(Stored data)
# # # # #
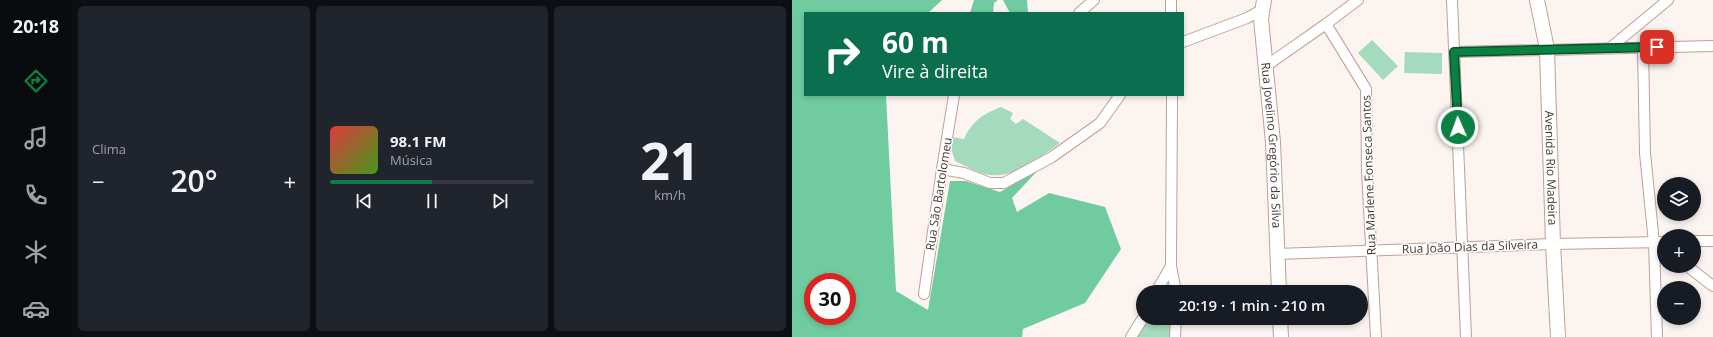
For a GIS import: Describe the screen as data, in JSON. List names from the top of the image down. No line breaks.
{"streets":{"main road":["Rua Jovelino Gregório da Silva","Avenida Rio Madeira"],"street":["Rua Marlene Fonseca Santos","Rua São Bartolomeu","Rua João Dias da Silveira"]},"crossings":[["Rua Jovelino Gregório da Silva","Rua João Dias da Silveira"],["Avenida Rio Madeira","Rua João Dias da Silveira"],["Rua Marlene Fonseca Santos","Rua João Dias da Silveira"]],"page":{"tabs":"20:18","tile":["Clima",["21","km/h"]],"turn":["60 m","Vire à direita"],"song":["98.1 FM","Música"],"heat":["−","20°","+"],"map_buttons":["+","−"],"limit":"30","trip":"20:19 · 1 min · 210 m"}}
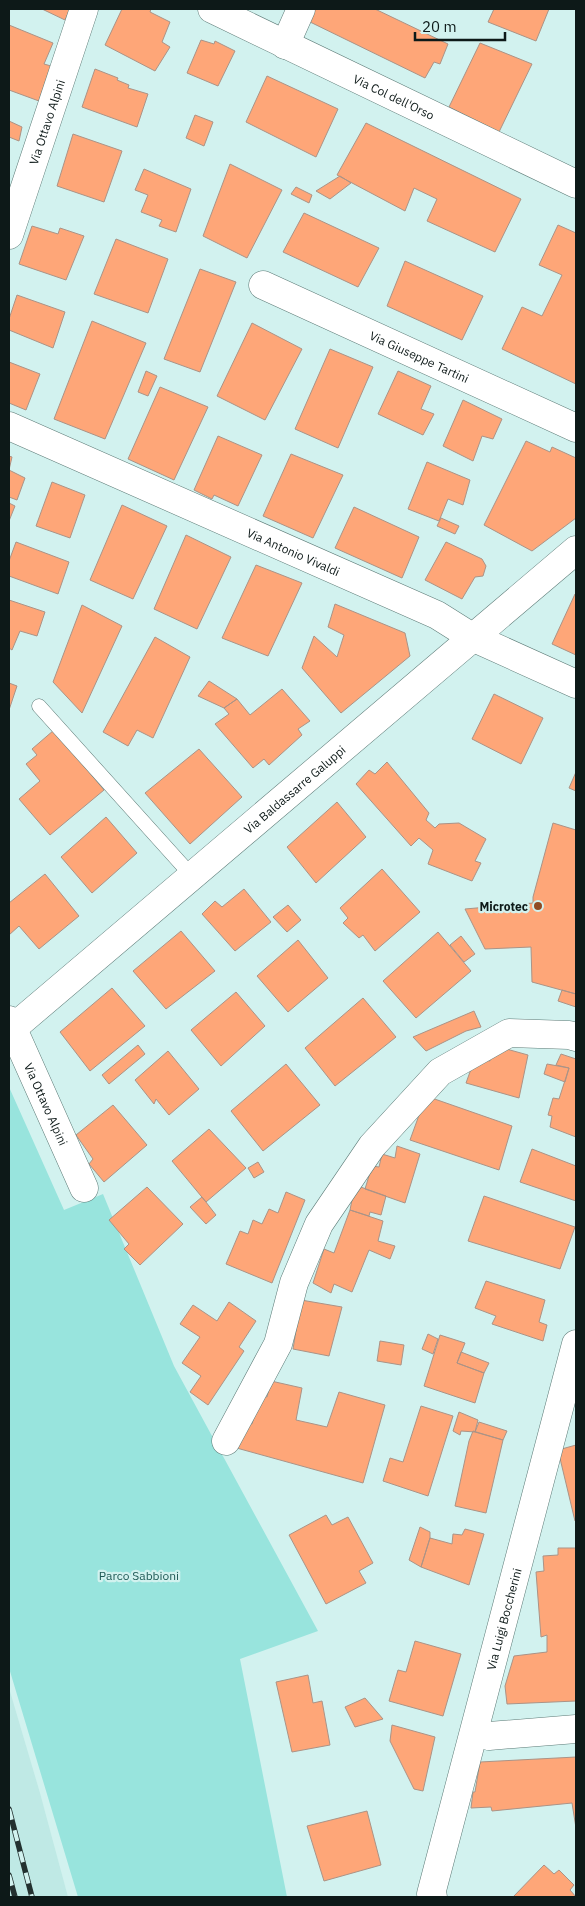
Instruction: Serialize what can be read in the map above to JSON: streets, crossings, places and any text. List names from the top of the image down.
{
  "streets": {
    "street": [
      "Via Col dell'Orso",
      "Via Ottavo Alpini",
      "Via Giuseppe Tartini",
      "Via Antonio Vivaldi",
      "Via Baldassarre Galuppi",
      "Via Luigi Boccherini"
    ]
  },
  "crossings": [
    ["Via Ottavo Alpini", "Via Baldassarre Galuppi"],
    ["Via Antonio Vivaldi", "Via Baldassarre Galuppi"]
  ],
  "parks": ["Parco Sabbioni"],
  "places": ["Microtec"],
  "scale_bar": "20 m"
}
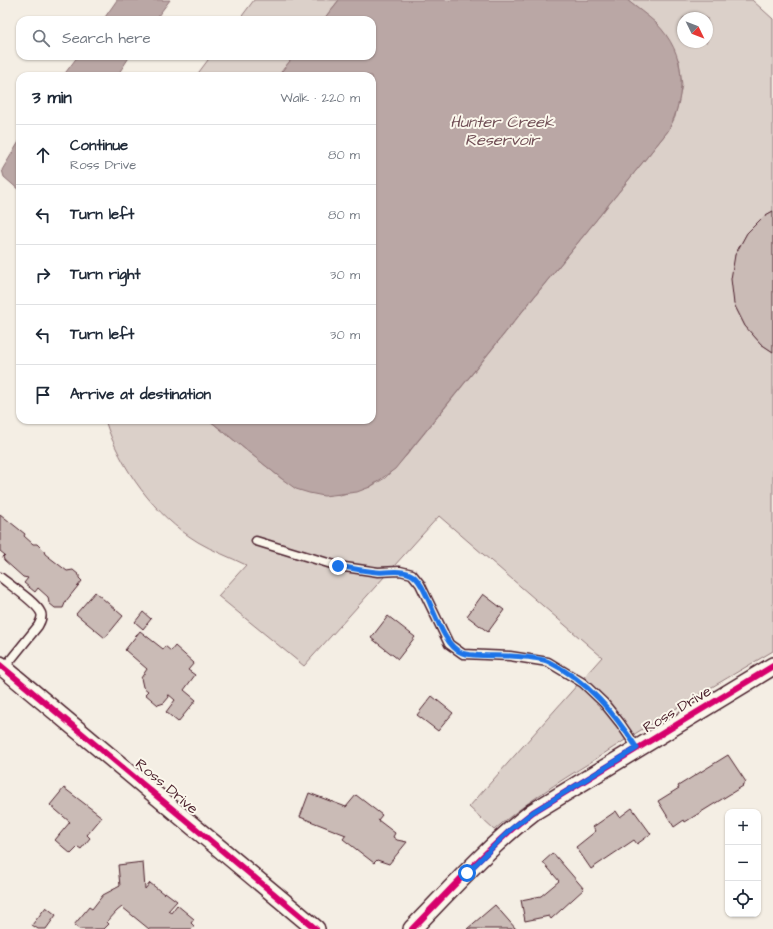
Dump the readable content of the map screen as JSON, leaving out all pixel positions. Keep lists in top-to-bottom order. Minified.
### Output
{"streets":{"street":["Ross Drive"]},"water":["Hunter Creek Reservoir"],"north":"bottom right","page":{"search":"Search here","heading":["3 min","Walk · 220 m"],"list":[["Continue","Ross Drive","80 m"],["Turn left","80 m"],["Turn right","30 m"],["Turn left","30 m"],"Arrive at destination"],"map_buttons":["+","−"]}}
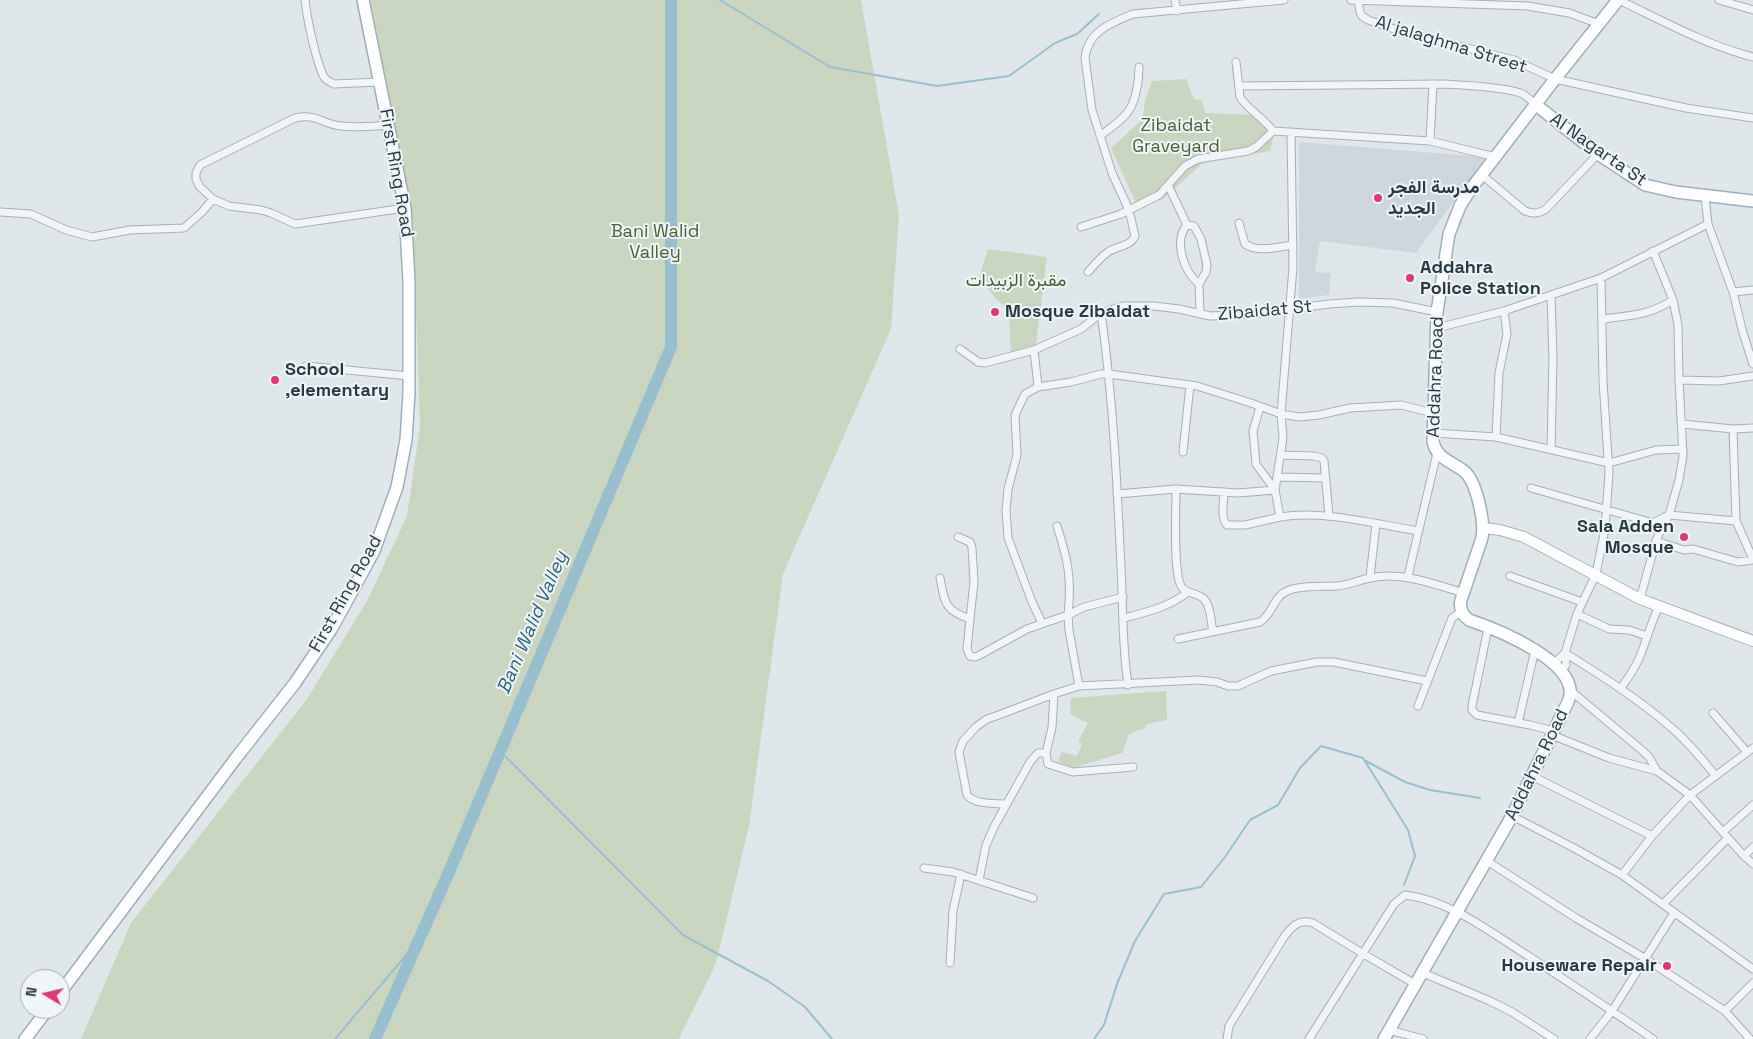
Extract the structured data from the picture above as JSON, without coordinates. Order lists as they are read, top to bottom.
# # # # #
- **What you need to do**
Return each line among the entries that holds the word "lists".

- **Task result**
Dump the readable content of the map screen as JSON, leaving out all pixel positions. Keep lists in top-to-bottom order. Minified.
Extract the structured data from the picture above as JSON, without coordinates. Order lists as they are read, top to bottom.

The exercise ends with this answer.